The rise and fall of Anthony Weiner

Rep. Anthony Weiner, shown campaigning for New York mayor in August 2009, resigned from Congress after being pressured by leading members of his Democratic Party.

By Ron Kampeas, JTA, WASHINGTON

What happens when new media scandal meets ancient political calculus?

Anthony Weiner, the Democrat from New York, found out on Thursday, when he delivered his resignation following intense pressure from party leaders.

Top Democrats described for JTA the key factors that led to Weiner’s ouster: Their bafflement with the new media Weiner used and misused to send a lewd photo to a 21-year-old fan, his aloof nature and the need above all to introduce bread-and-butter issues like health care back into the news cycle.

“The Democrats need a debate on the issues, and this was a major distraction,” said Steve Rabinowitz, a public relations consultant who works with the Democratic National Committee. “Even if you’re a Weiner fan, he has to be sacrificed so we can get back to this agenda.”

The measure of Weiner’s loneliness in the Democratic caucus was evidenced not just by the party leaders who cut him off, but also by how many of them were his co-religionists.

Rep. Allyson Schwartz (D-Pa.) was the first Democrat to call for Weiner’s resignation. She was followed by Rep. Steve Israel (D-N.Y.), the chairman of the Democratic Congressional Campaign Committee, and Rep. Debbie Wasserman Schultz (D-Fla.), the DNC’s chairwoman, the party’s top position. Also weighing in against Weiner was Rep. Sander Levin (D-Mich.), the veteran Detroit-area pol and one of the most widely respected members of his caucus. All are Jewish.

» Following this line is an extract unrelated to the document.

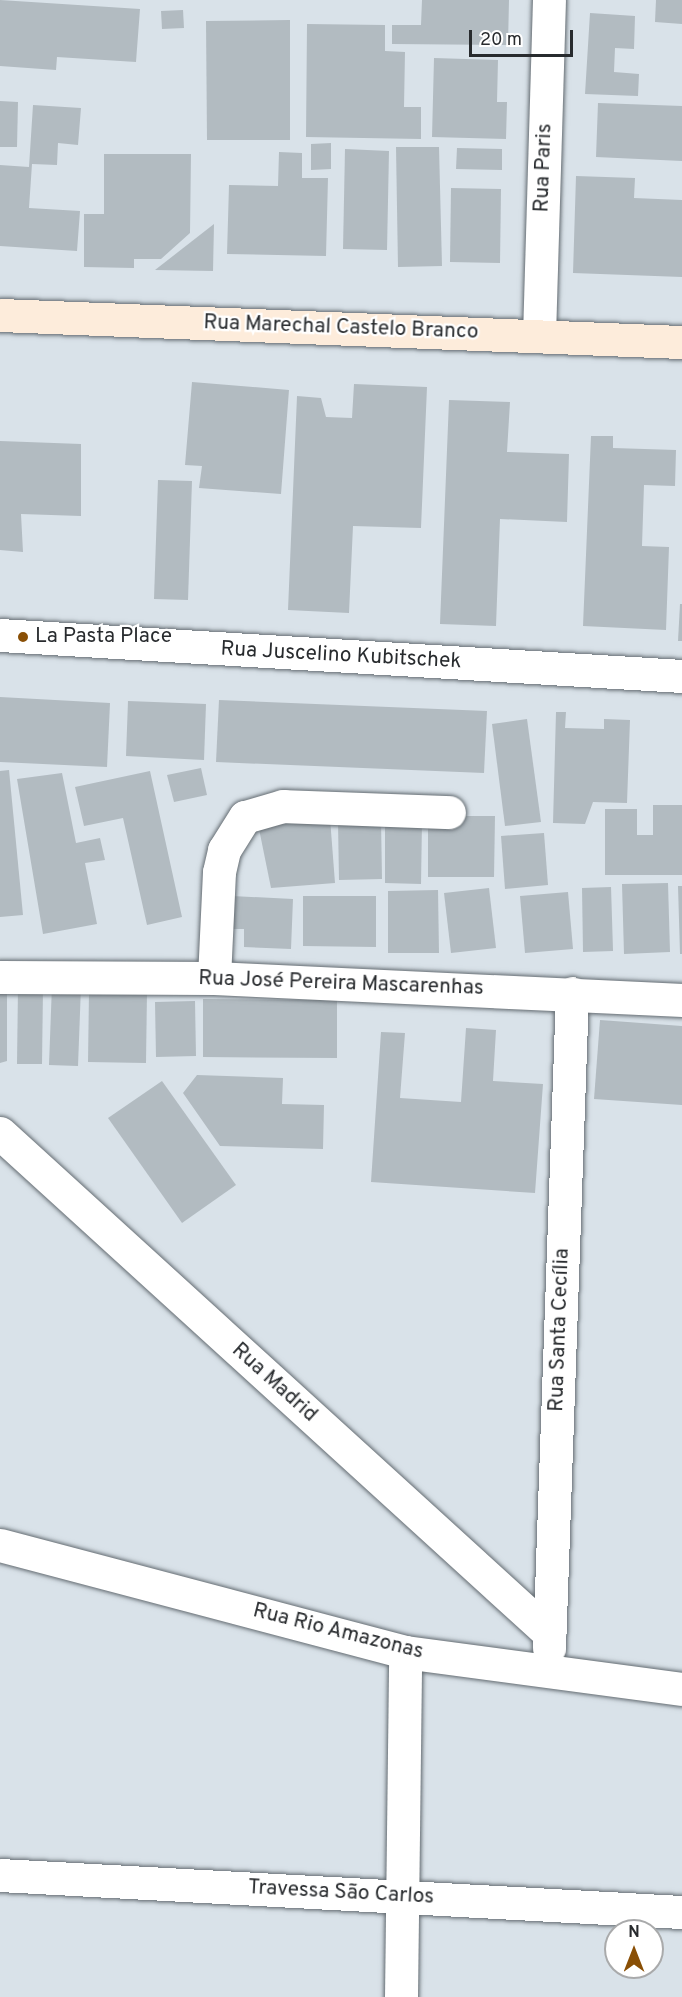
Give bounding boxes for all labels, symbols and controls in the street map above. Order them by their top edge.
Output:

Among the only Jewish members to come out defending Weiner was Rep. Jerrold Nadler (D-N.Y.), who also represents a New York City district.

“Congressman Weiner was extreme ly bright, extremely intelligent, he could articulate the issues very well and dramatize them,” Nadler told Talkingpointsmemo.com. “Any time you lose that kind of talent it’s a loss.”

The 10 days that it took to persuade Weiner to step down, the venue he chose to make the announcement – the Sheepshead Bay home for the aged where he announced his intention to run 20 years ago – and his confident, self-affirming tone suggested that he believes his political career is not over.

“I have never forgotten my neighbors because they represent the same middle-class stories as mine,” he said. “The story of New York is my story.” He said he would look for “other ways to contribute my talents.”

Pundits said Weiner’s dream of becoming mayor of New York City was dead. Rep. Israel told CNN that talk of a political comeback was premature.

“The only kind of recovery that Anthony Weiner is concerned about based on the conversations I had with him is in his personal recovery,” he said.

The very qualities that made Weiner a media star served to alienate others, insiders said. His outspokenness helped guarantee him face time on the cable news networks. One insider said others in the caucus were jealous of the attention Weiner regularly garnered.

Weiner’s aloofness did not help. Weiner did not make appearances at the routine party get-togethers, including those that draw the unofficial Jewish caucus.

“He was happy with his own way,” is the way one top Democrat put it. “He did his own thing,” another said.

Officials did not want to be identified by name because of the party’s eagerness to put the Weiner scandal behind them, particularly in media coverage.

As much as he tacked to the left on economic issues, the congressman leaned to the right on Israel issues, reflecting the values of his heavily Jewish district, which included parts of Brooklyn and Queens. He directly criticized Obama for the tensions between his government and that of Israel’s Prime Minister Benjamin Netanyahu.

Weiner is married to Huma Abedin, a Saudi-born Muslim who is a top adviser to Hillary Clinton, the U.S. secretary of state. Abedin is pregnant, and Weiner has said their marriage is intact.

Weiner’s defenders noted that other politicians have survived sexual transgressions. They called the pressures placed on him to resign – which came from Obama as well from as the Republican and Democratic leaderships – hypocritical. Many of the same Democrats calling on him to step down defended President Clinton when he had a real sexual affair – as opposed to the virtual one Weiner seems to have conducted via phone, text and Internet messages – and lied about it. Sen. David Vitter (R-La.) remains in the U.S. Senate after he was revealed to have frequented prostitutes.

Weiner’s problem for the Democratic leadership was the novelty of his transgression, said a source close to the leadership. According to this account, straightforward adultery or an addiction problem would have been dealt with, but there was an “ick” factor to the photos of Weiner’s excited state circulating around the Internet. “We didn’t know what to do with this,” the source said.

More important than that, however, were Weiner’s initial – and indignant – lies about his conduct, such as blaming hackers for sending the picture that sparked the scandal. It was only the continued leak of additional pictures and exchanges, and the emergence of his interlocutors – who numbered at least six, he finally acknowledged – that led him to apologize and seek treatment.

“I’m here to apologize for the personal mistakes I have made,” he said Thursday, “and the embarrassment that I have caused.”